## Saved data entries
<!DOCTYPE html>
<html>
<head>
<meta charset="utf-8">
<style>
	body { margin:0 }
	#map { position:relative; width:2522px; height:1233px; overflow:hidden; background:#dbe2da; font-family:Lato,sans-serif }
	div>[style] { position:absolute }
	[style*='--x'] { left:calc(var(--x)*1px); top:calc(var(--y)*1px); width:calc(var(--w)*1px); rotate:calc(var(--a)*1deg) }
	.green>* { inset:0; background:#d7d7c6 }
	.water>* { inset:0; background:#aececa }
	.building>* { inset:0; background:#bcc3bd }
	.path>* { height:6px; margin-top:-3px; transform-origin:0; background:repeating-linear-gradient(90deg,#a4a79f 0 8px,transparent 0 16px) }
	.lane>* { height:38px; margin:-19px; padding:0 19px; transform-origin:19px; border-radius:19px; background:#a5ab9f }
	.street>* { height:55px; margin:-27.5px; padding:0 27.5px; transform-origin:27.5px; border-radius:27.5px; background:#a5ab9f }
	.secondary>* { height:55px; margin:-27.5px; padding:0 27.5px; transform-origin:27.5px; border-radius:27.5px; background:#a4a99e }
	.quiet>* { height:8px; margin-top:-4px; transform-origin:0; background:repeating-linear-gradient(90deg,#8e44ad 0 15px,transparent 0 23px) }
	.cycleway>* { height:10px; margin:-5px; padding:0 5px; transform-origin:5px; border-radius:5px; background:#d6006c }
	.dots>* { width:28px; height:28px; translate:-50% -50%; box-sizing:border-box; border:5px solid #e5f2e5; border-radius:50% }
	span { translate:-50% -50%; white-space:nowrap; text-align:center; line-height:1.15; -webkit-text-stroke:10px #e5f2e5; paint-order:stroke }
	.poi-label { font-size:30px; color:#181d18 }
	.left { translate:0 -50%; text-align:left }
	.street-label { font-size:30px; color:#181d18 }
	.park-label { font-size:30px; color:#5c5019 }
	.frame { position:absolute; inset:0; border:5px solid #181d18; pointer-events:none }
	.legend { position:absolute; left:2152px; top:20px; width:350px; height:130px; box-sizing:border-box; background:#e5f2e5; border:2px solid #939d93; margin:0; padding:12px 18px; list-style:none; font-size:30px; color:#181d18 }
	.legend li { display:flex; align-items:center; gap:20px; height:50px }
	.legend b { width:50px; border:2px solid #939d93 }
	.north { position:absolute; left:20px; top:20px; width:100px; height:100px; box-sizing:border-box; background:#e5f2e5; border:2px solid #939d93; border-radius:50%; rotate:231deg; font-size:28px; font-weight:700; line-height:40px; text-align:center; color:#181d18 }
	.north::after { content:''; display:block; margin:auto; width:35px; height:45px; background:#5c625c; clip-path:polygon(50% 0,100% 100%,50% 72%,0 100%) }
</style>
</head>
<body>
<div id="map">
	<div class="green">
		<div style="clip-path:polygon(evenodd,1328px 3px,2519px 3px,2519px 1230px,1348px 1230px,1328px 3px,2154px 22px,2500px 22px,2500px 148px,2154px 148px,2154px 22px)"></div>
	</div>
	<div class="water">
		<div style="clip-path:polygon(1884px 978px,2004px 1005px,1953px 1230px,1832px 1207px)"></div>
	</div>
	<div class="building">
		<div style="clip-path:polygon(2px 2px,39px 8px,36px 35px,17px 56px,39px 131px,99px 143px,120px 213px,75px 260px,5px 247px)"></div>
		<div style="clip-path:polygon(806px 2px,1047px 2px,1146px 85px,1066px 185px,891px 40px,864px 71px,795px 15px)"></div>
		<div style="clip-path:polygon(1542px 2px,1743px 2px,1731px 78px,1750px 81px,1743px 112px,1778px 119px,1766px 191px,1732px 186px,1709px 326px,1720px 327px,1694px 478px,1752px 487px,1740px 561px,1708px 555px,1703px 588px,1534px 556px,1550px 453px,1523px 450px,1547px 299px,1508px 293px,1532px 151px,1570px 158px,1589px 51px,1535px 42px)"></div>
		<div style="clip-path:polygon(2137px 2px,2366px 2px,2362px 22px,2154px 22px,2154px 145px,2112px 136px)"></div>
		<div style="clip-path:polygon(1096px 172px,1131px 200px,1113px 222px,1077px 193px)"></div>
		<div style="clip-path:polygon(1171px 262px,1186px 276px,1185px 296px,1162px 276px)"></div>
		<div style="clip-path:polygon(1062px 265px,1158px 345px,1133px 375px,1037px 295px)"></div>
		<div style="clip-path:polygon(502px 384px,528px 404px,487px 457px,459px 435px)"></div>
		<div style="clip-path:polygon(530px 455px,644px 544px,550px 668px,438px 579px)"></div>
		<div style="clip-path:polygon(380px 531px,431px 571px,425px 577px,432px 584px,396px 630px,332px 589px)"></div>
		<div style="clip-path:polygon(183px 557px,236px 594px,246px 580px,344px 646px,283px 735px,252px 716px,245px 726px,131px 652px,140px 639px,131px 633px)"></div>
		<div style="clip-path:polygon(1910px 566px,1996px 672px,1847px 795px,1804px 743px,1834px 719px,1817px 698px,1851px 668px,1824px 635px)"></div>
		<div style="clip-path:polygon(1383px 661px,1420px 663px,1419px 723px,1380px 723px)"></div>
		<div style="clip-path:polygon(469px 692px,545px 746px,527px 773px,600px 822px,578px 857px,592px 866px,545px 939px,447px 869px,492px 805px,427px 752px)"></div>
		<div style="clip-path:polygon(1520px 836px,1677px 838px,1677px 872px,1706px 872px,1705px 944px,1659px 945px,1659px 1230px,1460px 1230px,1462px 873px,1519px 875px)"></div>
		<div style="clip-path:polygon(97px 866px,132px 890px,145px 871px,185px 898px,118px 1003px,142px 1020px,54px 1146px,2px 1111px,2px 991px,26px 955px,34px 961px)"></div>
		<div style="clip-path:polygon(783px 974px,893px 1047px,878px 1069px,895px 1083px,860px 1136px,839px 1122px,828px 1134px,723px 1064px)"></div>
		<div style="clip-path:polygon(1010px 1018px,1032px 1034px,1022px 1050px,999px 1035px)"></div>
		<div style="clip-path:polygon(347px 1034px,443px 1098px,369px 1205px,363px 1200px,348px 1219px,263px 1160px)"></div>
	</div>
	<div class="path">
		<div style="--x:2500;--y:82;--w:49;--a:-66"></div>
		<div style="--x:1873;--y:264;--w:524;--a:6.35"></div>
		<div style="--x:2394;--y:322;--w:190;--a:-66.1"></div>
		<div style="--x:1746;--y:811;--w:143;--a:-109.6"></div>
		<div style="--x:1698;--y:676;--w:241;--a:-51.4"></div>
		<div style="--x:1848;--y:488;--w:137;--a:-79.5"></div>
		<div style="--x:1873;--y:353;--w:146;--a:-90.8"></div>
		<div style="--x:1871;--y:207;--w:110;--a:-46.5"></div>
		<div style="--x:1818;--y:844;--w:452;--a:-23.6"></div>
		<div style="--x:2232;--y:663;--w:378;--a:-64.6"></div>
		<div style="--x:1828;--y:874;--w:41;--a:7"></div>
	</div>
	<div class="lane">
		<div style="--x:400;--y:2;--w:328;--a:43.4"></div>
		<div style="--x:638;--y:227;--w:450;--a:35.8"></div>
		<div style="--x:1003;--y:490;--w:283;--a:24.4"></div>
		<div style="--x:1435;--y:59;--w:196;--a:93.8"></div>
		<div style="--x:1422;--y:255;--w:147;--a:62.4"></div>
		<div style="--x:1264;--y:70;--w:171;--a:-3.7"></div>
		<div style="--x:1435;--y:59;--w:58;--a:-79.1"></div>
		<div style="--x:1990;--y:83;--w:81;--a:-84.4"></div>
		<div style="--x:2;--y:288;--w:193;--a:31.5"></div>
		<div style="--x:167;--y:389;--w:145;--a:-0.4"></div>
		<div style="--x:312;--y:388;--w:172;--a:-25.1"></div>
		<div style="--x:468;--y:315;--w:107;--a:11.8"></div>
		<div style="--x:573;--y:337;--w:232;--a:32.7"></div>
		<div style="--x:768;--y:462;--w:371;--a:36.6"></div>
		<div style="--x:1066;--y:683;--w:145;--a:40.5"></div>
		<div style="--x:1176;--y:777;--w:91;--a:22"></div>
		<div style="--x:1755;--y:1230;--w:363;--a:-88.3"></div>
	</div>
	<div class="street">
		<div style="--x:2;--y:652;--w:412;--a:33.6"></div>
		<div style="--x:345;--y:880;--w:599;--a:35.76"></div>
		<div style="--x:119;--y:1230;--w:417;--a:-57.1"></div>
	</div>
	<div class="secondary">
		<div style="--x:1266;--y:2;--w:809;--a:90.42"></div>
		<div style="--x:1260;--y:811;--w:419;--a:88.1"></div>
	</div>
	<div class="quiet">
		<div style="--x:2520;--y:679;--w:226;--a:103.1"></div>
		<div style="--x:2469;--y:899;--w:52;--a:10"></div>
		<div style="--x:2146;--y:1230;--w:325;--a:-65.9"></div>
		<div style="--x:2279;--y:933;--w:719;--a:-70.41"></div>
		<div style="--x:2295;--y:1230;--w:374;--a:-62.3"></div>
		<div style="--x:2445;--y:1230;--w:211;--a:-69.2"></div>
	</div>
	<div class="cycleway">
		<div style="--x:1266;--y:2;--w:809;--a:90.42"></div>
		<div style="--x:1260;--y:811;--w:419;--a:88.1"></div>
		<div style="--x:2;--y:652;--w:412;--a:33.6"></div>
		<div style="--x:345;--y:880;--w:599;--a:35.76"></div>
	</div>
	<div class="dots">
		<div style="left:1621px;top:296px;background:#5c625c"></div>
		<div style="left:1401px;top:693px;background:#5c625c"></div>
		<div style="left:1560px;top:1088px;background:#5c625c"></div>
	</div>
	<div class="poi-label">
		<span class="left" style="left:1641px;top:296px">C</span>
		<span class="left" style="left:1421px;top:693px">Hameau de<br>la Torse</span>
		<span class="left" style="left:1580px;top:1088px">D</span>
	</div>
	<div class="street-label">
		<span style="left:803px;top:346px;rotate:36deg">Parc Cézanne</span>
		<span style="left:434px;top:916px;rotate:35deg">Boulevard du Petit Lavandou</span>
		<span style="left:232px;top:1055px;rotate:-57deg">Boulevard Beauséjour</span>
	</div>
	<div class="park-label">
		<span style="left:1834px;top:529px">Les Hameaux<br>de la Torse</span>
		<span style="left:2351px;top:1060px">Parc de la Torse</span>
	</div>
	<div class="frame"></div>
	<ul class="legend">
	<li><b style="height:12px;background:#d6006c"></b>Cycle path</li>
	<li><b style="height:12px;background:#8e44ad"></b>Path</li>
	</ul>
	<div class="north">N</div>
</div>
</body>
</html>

## ACTIVITY
Please say how many lines in the records above contain the word "display", and give only that number.

## OUTPUT
2